Photographs courtesy of the artist | Portrait by Stacy Lee
Introduce yourself? Hello this is Marigold Santos, though my family and pals call me Goldie. I am a visual artist based out of both Montreal, Quebec and Calgary, Alberta, Canada. I am awful at doing summersaults. Or any gymnastics for that matter.
What can you tell us about your art background?   My art practice began with completing my BFA at the University of Calgary, where I did mainly printmaking and drawing, and then I moved to Montreal in 2008 to do my MFA at Concordia University, also in Print Media, but I hardly did any printmaking while I was there! I started on a journey of large-scale drawings, and eventually paintings, sculptural elements, and music/performance, and a bit of animation sometimes. Printmaking was another form of drawing, which is just a wider form of image-making for me. So I would say that though I work in mixed-media, I feel that drawing is the most immediate way for me to make an image, and one that I am the most comfortable with saying that my practice is really based on.

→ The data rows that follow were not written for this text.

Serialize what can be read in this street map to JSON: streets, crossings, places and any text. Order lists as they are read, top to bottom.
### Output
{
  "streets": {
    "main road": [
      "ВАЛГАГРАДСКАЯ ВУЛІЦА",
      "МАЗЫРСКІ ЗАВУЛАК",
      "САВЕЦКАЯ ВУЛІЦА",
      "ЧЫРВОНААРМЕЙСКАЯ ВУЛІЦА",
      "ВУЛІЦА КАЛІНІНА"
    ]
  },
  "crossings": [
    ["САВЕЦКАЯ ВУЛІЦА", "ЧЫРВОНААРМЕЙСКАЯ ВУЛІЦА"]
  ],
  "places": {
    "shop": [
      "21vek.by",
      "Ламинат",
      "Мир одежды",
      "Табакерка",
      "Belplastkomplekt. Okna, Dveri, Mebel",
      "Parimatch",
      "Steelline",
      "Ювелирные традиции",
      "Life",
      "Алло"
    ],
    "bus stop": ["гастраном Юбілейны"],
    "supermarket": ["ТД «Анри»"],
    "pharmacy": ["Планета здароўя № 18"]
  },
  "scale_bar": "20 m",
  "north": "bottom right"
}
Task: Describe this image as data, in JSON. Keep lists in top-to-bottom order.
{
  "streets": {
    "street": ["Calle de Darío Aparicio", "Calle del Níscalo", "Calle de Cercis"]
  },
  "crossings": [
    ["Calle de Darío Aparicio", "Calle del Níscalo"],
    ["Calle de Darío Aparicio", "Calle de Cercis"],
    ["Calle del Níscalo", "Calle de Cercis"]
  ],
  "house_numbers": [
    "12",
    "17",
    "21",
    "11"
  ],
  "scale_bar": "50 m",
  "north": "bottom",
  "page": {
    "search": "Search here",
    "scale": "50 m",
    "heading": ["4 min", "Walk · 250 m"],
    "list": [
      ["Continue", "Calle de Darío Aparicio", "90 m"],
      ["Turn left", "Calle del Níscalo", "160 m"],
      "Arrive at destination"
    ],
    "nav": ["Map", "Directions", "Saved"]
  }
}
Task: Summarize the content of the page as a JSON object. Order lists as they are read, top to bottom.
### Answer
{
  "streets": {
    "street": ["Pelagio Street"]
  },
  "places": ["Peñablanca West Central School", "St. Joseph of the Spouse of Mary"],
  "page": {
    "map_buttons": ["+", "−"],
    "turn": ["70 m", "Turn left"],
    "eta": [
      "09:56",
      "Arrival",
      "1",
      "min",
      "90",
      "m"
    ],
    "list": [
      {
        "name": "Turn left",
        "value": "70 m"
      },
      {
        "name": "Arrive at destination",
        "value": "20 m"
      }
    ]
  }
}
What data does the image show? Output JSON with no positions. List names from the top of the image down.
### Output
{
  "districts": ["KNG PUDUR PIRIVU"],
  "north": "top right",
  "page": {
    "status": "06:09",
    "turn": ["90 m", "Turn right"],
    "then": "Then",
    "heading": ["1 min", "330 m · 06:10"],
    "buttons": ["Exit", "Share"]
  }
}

What were the influences that lead you to study and pursue art as a career as opposed to something else?   I was really stubborn when I was growing up about what I wanted to do for a career, I really disliked the feeling of others knowing what might be best for me, before I came to that conclusion myself. And I bring it up because I was always an artistic child, and throughout my early years it was a common understanding among my family and friends that I would go to art school, and I detested that idea! In some ways I was adamant about doing something opposite, so I decided I wanted to be a scientist, in the social field, and I actually started my University years studying Archaeology and Religious Studies. Halfway through the program, it became clear to me that although I loved the Ancient Maya, and learning about belief systems, it just wasn’t a good fit, and I had to make the decision to leave that program and take time off from school to figure out what I wanted to do. In the end it was a no-brainer after all, and I went back for art school, and didn’t turn around. My MFA followed shortly, and it all felt right from there. 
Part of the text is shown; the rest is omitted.